- SUPPLIED MATERIAL

-- Opening Marker --

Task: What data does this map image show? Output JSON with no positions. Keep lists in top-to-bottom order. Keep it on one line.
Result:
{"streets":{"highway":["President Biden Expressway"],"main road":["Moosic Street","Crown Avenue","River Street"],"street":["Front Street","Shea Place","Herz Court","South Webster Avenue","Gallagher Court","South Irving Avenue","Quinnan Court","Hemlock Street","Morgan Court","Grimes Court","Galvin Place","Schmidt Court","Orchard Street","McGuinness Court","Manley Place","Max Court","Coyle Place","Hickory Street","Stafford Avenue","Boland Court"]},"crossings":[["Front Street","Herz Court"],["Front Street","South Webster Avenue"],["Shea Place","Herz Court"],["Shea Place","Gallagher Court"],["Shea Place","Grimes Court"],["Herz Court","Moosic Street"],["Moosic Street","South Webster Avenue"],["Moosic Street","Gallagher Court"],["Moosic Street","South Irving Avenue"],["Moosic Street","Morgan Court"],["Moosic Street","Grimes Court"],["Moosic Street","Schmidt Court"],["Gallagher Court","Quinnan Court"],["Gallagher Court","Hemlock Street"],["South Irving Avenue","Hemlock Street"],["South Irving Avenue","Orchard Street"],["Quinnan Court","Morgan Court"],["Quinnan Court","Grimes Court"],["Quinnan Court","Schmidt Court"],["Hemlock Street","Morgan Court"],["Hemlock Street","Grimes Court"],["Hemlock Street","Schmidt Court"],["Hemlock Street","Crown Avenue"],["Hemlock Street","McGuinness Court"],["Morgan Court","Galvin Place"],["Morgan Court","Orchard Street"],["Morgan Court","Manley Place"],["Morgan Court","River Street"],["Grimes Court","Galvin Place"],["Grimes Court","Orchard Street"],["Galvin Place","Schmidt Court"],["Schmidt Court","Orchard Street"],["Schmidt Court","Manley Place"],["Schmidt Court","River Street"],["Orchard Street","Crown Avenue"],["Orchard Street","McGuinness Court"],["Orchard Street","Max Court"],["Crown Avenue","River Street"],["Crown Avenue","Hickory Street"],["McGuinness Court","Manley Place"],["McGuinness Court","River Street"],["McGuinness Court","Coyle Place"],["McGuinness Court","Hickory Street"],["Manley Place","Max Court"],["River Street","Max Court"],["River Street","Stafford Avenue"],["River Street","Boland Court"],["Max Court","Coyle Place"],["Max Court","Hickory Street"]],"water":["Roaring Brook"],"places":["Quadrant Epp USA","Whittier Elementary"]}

-- Closing Marker --

- TASK REQUIREMENTS
Reproduce the whole listing, exactly.

- OUTPUT FOR THIS EXERCISE
Task: What data does this map image show? Output JSON with no positions. Keep lists in top-to-bottom order. Keep it on one line.
Result:
{"streets":{"highway":["President Biden Expressway"],"main road":["Moosic Street","Crown Avenue","River Street"],"street":["Front Street","Shea Place","Herz Court","South Webster Avenue","Gallagher Court","South Irving Avenue","Quinnan Court","Hemlock Street","Morgan Court","Grimes Court","Galvin Place","Schmidt Court","Orchard Street","McGuinness Court","Manley Place","Max Court","Coyle Place","Hickory Street","Stafford Avenue","Boland Court"]},"crossings":[["Front Street","Herz Court"],["Front Street","South Webster Avenue"],["Shea Place","Herz Court"],["Shea Place","Gallagher Court"],["Shea Place","Grimes Court"],["Herz Court","Moosic Street"],["Moosic Street","South Webster Avenue"],["Moosic Street","Gallagher Court"],["Moosic Street","South Irving Avenue"],["Moosic Street","Morgan Court"],["Moosic Street","Grimes Court"],["Moosic Street","Schmidt Court"],["Gallagher Court","Quinnan Court"],["Gallagher Court","Hemlock Street"],["South Irving Avenue","Hemlock Street"],["South Irving Avenue","Orchard Street"],["Quinnan Court","Morgan Court"],["Quinnan Court","Grimes Court"],["Quinnan Court","Schmidt Court"],["Hemlock Street","Morgan Court"],["Hemlock Street","Grimes Court"],["Hemlock Street","Schmidt Court"],["Hemlock Street","Crown Avenue"],["Hemlock Street","McGuinness Court"],["Morgan Court","Galvin Place"],["Morgan Court","Orchard Street"],["Morgan Court","Manley Place"],["Morgan Court","River Street"],["Grimes Court","Galvin Place"],["Grimes Court","Orchard Street"],["Galvin Place","Schmidt Court"],["Schmidt Court","Orchard Street"],["Schmidt Court","Manley Place"],["Schmidt Court","River Street"],["Orchard Street","Crown Avenue"],["Orchard Street","McGuinness Court"],["Orchard Street","Max Court"],["Crown Avenue","River Street"],["Crown Avenue","Hickory Street"],["McGuinness Court","Manley Place"],["McGuinness Court","River Street"],["McGuinness Court","Coyle Place"],["McGuinness Court","Hickory Street"],["Manley Place","Max Court"],["River Street","Max Court"],["River Street","Stafford Avenue"],["River Street","Boland Court"],["Max Court","Coyle Place"],["Max Court","Hickory Street"]],"water":["Roaring Brook"],"places":["Quadrant Epp USA","Whittier Elementary"]}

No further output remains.